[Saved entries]
= Beginning of Section =

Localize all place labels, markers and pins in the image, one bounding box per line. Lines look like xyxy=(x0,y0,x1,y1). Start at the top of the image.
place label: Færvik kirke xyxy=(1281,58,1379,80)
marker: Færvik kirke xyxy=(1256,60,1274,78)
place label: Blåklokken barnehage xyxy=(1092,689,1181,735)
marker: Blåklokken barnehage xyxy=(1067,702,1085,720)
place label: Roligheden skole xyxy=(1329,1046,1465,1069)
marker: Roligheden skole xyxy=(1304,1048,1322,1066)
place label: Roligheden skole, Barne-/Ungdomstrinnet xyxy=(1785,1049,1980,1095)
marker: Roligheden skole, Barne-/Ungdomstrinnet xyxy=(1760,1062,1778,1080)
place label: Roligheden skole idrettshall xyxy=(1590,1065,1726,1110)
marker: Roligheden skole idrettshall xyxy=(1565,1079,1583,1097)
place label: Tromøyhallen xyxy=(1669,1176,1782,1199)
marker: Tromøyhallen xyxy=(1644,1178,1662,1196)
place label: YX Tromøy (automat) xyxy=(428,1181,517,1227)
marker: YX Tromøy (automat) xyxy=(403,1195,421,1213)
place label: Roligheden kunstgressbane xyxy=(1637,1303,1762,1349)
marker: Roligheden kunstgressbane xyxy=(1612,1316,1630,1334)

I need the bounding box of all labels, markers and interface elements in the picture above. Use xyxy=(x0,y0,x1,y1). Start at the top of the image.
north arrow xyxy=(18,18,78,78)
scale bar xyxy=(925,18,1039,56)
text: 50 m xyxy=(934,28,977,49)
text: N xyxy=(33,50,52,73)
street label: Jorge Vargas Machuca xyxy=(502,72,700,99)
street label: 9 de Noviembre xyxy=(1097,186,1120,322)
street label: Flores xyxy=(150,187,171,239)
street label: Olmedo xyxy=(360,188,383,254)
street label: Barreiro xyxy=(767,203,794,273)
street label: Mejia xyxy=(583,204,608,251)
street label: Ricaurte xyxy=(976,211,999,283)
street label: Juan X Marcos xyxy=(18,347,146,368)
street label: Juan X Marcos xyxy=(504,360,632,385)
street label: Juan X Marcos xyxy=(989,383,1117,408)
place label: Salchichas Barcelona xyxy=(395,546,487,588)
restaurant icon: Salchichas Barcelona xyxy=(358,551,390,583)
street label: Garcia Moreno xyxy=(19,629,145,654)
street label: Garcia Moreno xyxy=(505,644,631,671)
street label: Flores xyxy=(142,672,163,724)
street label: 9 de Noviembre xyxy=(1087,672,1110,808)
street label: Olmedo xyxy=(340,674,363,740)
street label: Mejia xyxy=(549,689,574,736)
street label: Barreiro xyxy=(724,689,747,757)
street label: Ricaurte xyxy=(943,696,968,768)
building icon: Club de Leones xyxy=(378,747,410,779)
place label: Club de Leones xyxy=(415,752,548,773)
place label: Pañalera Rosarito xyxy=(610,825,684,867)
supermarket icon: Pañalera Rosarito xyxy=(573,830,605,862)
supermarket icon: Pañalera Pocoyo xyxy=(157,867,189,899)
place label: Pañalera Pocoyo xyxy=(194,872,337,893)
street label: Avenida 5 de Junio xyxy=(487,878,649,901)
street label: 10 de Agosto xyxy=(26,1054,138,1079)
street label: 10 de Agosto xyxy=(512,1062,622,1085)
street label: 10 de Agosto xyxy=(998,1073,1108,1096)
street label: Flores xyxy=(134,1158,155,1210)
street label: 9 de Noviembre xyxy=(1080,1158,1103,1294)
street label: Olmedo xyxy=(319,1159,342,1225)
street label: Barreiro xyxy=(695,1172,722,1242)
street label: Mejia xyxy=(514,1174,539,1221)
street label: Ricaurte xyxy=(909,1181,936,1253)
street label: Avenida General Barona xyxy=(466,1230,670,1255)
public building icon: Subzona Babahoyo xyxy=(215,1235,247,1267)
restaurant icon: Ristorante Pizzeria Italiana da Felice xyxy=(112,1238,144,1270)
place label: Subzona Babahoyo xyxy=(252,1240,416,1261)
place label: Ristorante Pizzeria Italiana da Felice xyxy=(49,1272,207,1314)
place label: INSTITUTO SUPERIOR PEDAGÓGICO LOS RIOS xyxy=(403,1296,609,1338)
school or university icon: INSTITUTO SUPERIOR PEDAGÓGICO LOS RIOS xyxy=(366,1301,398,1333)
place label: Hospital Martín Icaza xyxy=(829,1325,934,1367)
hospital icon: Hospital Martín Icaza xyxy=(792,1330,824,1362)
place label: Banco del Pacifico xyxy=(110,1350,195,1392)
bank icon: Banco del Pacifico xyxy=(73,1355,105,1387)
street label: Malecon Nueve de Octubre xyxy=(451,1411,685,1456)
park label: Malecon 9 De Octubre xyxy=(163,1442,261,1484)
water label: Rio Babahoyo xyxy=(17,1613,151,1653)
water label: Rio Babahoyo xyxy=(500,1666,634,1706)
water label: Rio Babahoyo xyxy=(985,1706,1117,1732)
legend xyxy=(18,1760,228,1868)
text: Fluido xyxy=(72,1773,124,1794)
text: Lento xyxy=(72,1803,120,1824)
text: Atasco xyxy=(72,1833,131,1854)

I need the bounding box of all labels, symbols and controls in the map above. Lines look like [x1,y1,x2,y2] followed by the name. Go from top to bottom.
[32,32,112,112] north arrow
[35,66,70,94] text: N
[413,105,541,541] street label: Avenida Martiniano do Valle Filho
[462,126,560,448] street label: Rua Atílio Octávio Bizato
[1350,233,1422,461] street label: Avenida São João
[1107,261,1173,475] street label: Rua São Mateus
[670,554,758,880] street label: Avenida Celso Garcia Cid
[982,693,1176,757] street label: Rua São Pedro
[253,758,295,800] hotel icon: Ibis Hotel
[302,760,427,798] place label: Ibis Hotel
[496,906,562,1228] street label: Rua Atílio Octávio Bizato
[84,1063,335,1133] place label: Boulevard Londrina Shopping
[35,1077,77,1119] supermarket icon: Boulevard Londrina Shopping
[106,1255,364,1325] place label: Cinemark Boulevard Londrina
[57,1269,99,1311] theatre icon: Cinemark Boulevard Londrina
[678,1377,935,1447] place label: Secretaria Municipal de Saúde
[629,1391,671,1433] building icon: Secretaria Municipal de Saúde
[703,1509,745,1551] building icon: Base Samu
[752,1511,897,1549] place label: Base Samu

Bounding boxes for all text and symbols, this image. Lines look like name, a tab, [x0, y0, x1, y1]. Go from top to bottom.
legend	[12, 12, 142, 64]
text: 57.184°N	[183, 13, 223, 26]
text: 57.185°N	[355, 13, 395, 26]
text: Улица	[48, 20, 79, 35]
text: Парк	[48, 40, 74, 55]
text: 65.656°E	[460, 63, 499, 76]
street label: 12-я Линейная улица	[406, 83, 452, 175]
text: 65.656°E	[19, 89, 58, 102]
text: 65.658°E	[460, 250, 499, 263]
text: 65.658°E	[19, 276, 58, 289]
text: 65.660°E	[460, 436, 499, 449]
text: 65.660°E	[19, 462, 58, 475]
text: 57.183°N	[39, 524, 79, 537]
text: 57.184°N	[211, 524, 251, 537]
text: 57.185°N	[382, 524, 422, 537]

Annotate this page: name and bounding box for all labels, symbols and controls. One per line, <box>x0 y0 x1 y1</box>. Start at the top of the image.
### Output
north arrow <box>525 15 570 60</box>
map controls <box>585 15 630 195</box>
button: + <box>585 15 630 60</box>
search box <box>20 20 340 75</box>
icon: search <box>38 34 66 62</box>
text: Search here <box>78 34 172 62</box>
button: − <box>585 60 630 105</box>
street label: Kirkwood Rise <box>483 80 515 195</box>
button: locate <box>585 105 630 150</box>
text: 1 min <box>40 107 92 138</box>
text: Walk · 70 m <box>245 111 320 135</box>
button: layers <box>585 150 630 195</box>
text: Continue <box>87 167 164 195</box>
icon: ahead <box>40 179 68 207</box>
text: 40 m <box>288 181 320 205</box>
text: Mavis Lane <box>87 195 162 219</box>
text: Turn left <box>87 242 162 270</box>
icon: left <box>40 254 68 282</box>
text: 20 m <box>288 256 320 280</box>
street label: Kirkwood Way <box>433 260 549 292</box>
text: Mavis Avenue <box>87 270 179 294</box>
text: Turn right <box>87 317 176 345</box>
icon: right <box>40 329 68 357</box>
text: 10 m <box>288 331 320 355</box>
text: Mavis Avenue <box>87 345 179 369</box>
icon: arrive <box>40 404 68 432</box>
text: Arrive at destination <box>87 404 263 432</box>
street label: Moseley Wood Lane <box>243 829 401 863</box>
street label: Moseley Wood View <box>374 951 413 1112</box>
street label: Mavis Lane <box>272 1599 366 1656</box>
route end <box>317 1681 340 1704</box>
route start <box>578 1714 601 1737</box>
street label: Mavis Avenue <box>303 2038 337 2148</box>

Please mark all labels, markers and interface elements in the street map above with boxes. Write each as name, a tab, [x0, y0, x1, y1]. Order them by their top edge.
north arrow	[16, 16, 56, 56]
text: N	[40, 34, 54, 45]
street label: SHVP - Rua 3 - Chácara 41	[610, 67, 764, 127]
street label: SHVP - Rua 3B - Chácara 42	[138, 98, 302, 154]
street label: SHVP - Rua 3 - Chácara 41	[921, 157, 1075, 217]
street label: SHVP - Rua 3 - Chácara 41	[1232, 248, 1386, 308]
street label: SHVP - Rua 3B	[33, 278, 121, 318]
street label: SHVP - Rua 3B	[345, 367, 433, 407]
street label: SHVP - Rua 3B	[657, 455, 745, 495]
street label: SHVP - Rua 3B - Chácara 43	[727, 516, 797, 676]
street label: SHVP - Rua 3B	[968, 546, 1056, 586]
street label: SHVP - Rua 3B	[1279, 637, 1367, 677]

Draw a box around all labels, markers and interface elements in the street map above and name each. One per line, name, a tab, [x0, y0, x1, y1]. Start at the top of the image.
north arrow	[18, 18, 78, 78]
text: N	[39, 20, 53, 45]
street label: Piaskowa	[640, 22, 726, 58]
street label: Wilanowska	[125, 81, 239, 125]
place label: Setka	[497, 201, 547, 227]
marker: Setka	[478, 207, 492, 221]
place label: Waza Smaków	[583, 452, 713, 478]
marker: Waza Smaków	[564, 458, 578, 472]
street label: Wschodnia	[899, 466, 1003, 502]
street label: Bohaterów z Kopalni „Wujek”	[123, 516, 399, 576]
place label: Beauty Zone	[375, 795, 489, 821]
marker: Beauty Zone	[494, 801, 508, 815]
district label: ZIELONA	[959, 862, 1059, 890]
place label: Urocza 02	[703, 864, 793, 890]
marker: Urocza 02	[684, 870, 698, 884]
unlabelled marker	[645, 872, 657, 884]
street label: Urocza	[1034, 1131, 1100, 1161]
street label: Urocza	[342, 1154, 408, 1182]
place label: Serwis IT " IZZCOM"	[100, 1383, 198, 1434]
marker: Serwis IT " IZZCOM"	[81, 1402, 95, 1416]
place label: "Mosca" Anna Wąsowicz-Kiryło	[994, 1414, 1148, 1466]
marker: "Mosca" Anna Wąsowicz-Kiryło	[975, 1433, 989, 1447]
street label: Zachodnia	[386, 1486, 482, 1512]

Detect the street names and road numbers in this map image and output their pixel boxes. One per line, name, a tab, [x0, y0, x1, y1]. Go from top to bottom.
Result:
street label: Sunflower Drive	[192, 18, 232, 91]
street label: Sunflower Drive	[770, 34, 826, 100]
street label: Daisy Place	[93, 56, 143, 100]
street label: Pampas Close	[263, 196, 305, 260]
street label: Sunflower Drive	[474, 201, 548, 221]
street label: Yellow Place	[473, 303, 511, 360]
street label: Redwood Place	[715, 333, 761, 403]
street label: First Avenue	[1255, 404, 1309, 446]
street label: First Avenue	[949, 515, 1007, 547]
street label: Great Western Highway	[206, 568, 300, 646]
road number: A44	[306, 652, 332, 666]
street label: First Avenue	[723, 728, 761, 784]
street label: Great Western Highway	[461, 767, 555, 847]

= End of Section =

_Exercise requirements_
For each line of the data that has the word "Icaza", report that line.

_Answer space_
place label: Hospital Martín Icaza xyxy=(829,1325,934,1367)
hospital icon: Hospital Martín Icaza xyxy=(792,1330,824,1362)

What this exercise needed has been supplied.